What is needed
Give the number of lines in the entries that contain "Keep". State only the count.
---*---
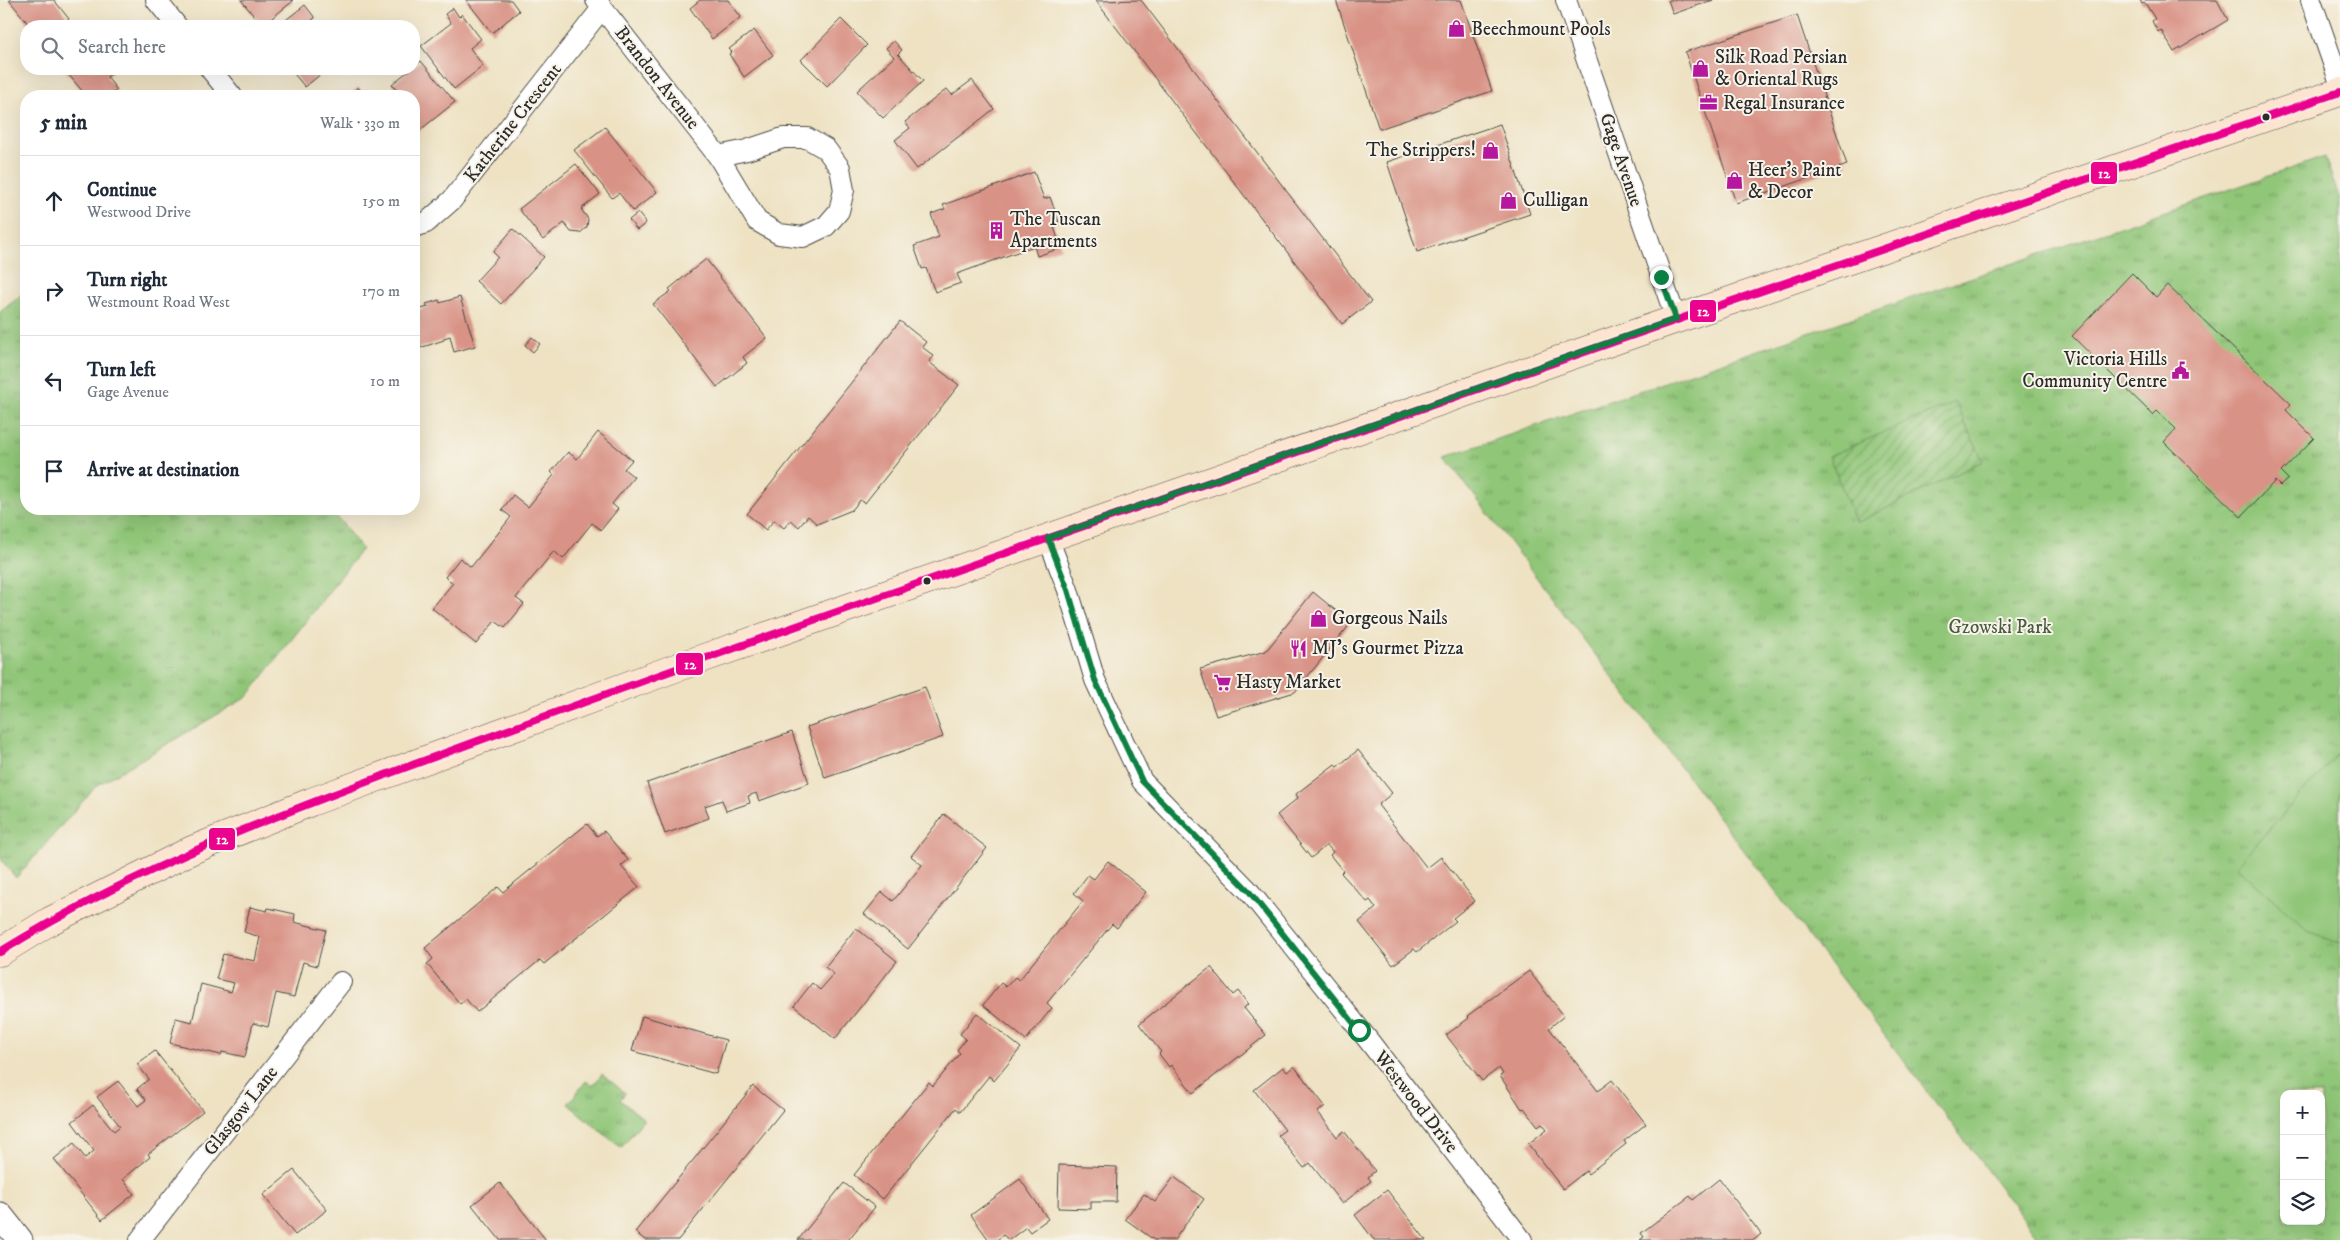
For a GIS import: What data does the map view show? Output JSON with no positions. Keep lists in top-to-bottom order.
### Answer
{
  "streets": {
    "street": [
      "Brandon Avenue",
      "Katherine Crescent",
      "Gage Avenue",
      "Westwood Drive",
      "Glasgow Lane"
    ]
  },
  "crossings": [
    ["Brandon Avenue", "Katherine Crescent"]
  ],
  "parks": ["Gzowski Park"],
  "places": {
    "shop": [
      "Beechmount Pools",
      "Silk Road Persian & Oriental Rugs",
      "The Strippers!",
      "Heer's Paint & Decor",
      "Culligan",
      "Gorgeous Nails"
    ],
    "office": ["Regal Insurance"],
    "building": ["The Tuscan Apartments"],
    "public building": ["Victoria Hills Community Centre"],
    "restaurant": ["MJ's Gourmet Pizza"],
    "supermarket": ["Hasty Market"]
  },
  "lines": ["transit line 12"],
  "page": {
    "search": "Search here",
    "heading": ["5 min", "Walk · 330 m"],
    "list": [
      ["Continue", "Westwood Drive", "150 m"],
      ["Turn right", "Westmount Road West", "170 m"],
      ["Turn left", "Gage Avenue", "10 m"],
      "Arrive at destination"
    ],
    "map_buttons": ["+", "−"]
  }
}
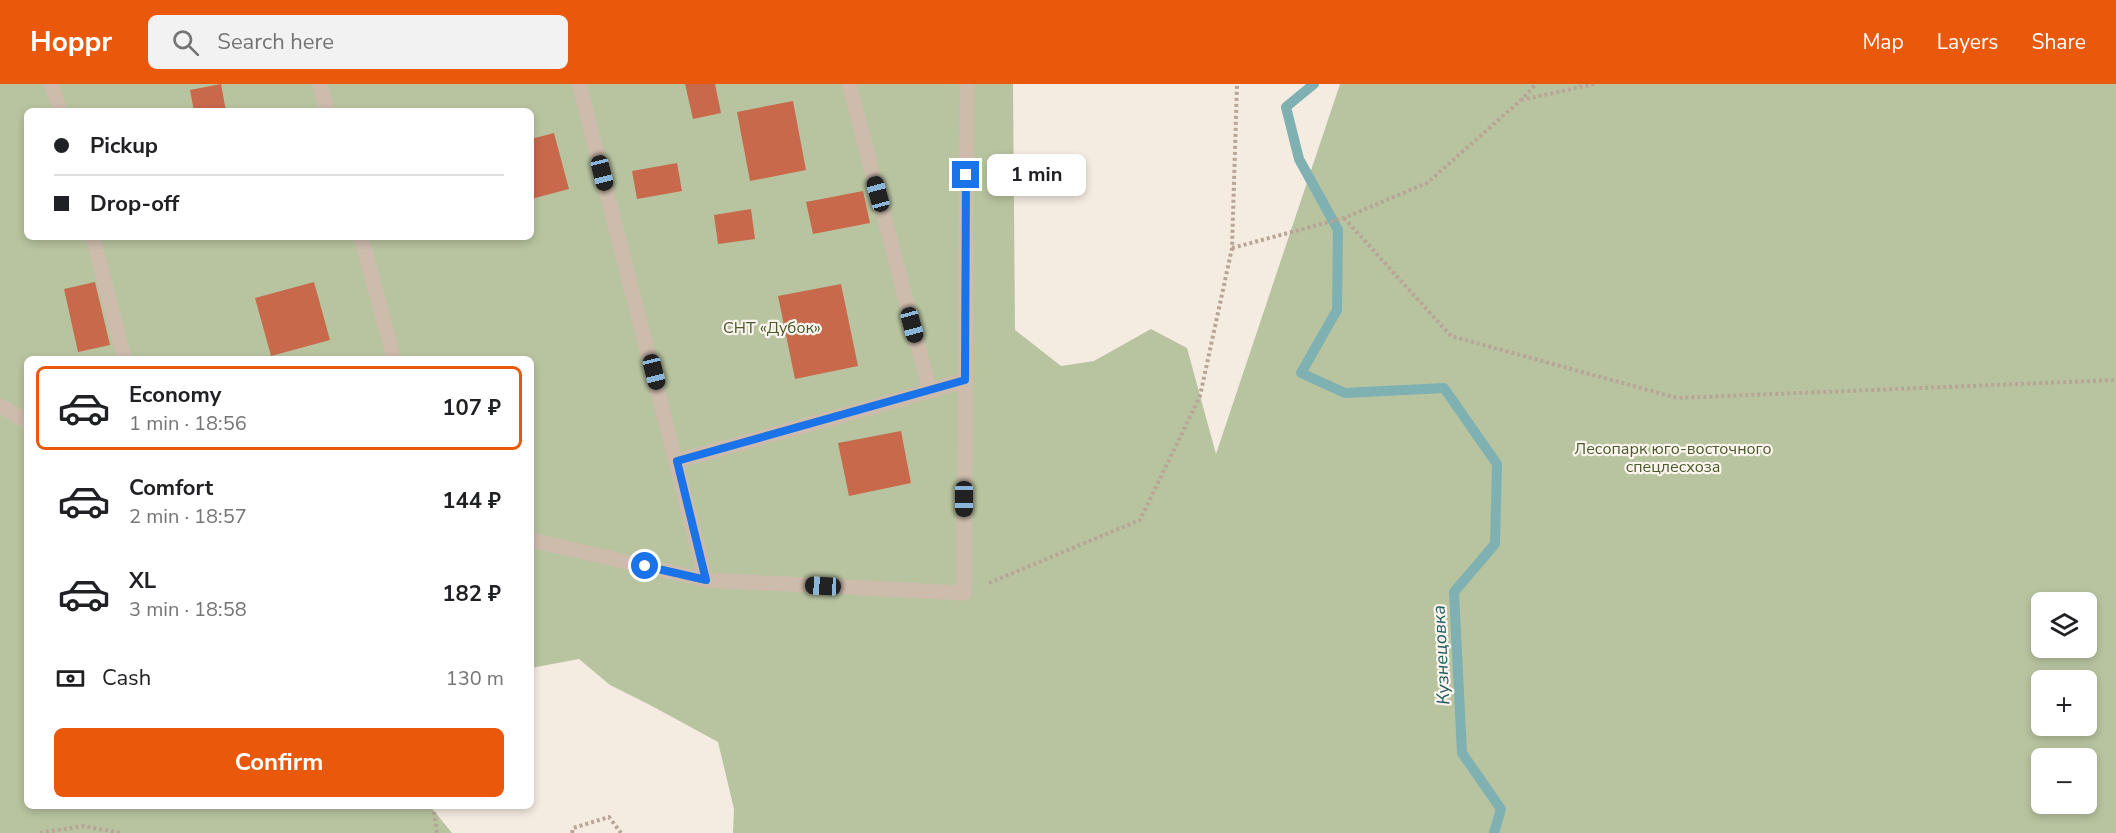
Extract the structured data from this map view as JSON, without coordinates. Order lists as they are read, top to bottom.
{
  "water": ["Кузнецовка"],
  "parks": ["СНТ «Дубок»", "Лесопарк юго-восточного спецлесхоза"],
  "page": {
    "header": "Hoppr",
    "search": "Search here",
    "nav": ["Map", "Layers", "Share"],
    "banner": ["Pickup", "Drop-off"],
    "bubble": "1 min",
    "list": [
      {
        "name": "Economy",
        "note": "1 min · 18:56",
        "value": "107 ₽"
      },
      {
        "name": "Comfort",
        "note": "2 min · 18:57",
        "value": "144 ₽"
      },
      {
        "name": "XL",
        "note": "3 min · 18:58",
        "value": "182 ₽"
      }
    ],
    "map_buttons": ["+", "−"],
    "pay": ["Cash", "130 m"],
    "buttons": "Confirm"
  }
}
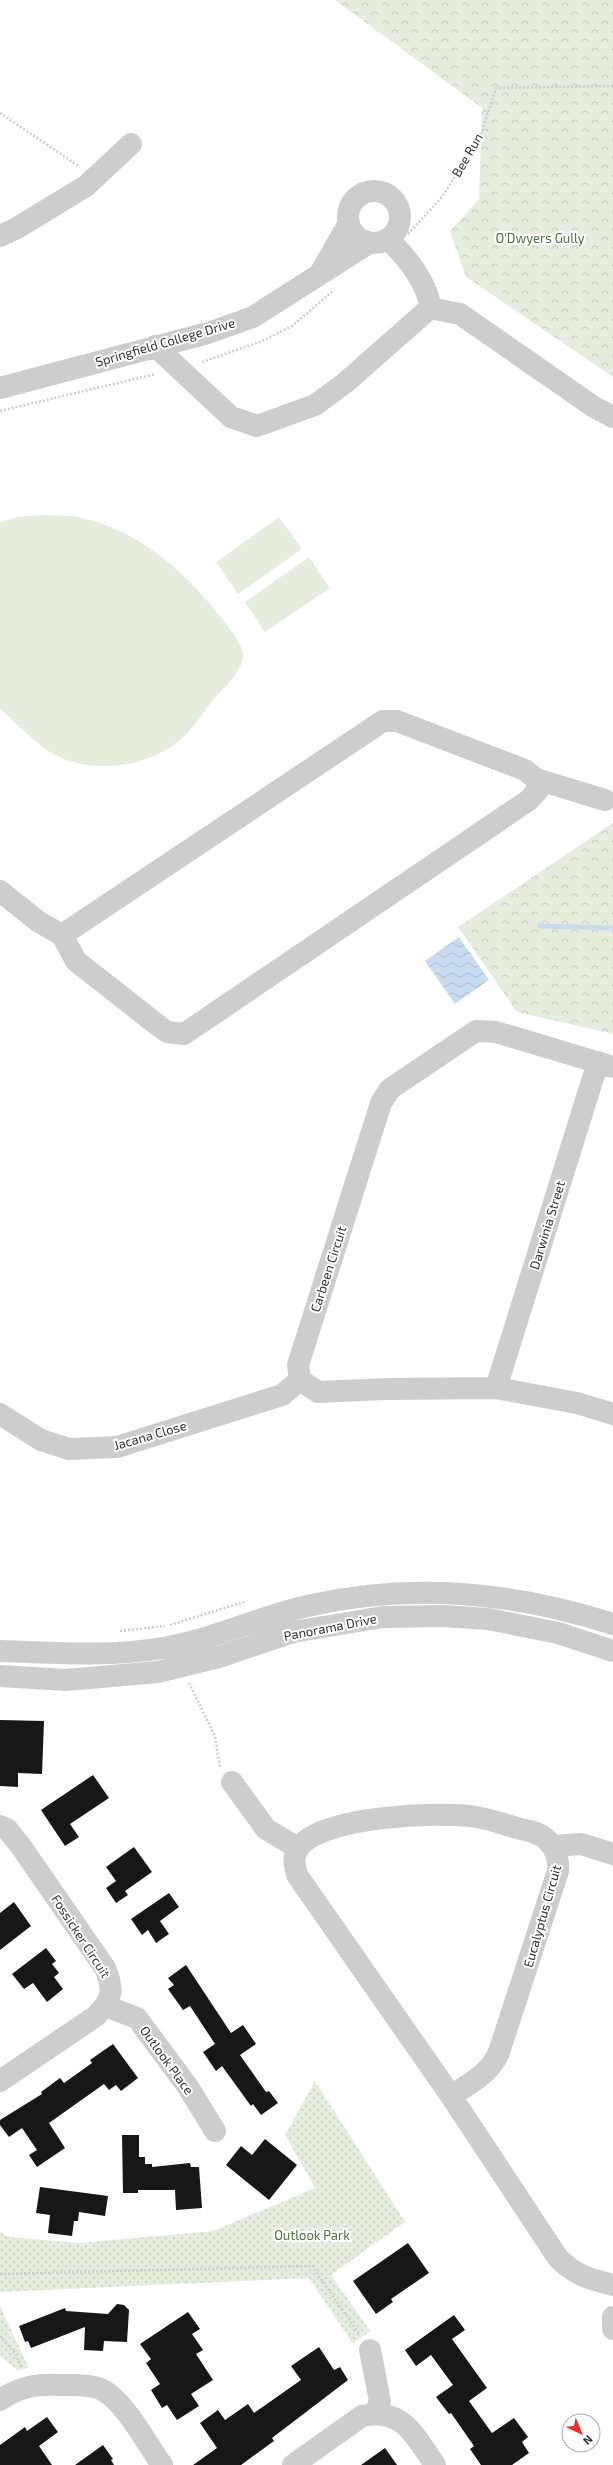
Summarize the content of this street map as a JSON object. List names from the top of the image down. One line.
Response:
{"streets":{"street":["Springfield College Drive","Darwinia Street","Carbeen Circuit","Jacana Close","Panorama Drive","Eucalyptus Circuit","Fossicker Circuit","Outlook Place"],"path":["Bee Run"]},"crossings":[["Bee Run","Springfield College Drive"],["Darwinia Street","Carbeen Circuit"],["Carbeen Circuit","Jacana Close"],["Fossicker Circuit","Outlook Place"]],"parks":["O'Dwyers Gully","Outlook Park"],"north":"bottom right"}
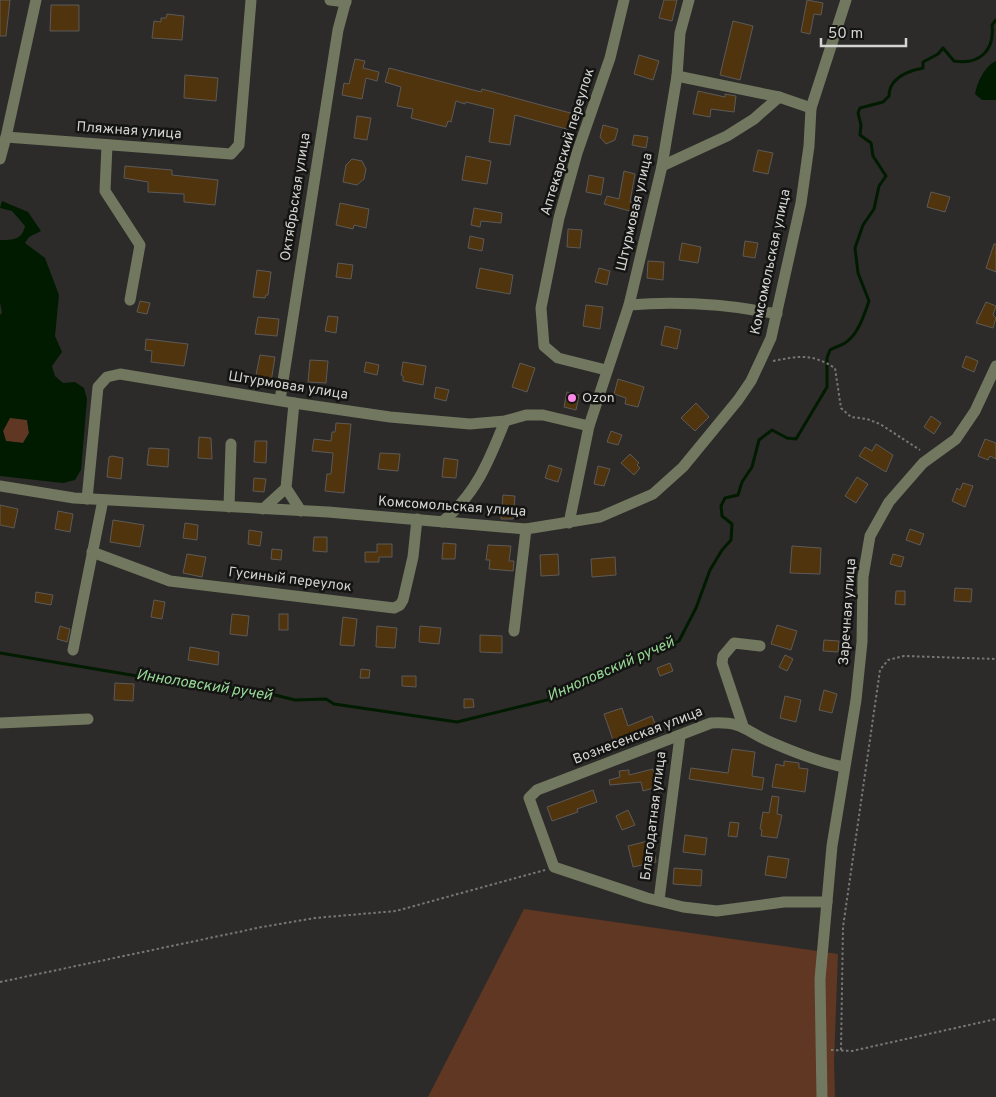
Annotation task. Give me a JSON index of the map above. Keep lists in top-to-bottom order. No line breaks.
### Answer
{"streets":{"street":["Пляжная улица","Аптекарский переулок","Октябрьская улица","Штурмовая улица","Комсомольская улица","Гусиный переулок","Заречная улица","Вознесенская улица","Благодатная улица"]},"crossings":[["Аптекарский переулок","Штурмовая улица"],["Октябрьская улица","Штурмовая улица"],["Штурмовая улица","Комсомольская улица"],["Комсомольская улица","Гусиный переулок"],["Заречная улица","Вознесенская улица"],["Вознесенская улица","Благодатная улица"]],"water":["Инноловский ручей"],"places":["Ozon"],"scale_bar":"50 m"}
---*---
Output below
2